_Prompt:_ Transcribe each record below word for word.

_Information supplied:_

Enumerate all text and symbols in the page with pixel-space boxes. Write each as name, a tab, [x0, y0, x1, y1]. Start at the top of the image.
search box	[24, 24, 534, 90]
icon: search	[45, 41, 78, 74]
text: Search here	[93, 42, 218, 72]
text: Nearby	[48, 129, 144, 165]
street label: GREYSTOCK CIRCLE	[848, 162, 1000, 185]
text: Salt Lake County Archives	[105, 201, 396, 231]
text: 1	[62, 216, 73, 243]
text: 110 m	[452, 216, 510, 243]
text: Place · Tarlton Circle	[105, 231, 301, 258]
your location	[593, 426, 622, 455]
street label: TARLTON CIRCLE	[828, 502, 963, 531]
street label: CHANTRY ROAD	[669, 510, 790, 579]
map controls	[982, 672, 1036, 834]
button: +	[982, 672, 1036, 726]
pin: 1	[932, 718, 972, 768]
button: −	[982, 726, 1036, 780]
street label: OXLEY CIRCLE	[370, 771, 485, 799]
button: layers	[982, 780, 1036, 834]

_Answer box:_
Enumerate all text and symbols in the page with pixel-space boxes. Write each as name, a tab, [x0, y0, x1, y1]. Start at the top of the image.
search box	[24, 24, 534, 90]
icon: search	[45, 41, 78, 74]
text: Search here	[93, 42, 218, 72]
text: Nearby	[48, 129, 144, 165]
street label: GREYSTOCK CIRCLE	[848, 162, 1000, 185]
text: Salt Lake County Archives	[105, 201, 396, 231]
text: 1	[62, 216, 73, 243]
text: 110 m	[452, 216, 510, 243]
text: Place · Tarlton Circle	[105, 231, 301, 258]
your location	[593, 426, 622, 455]
street label: TARLTON CIRCLE	[828, 502, 963, 531]
street label: CHANTRY ROAD	[669, 510, 790, 579]
map controls	[982, 672, 1036, 834]
button: +	[982, 672, 1036, 726]
pin: 1	[932, 718, 972, 768]
button: −	[982, 726, 1036, 780]
street label: OXLEY CIRCLE	[370, 771, 485, 799]
button: layers	[982, 780, 1036, 834]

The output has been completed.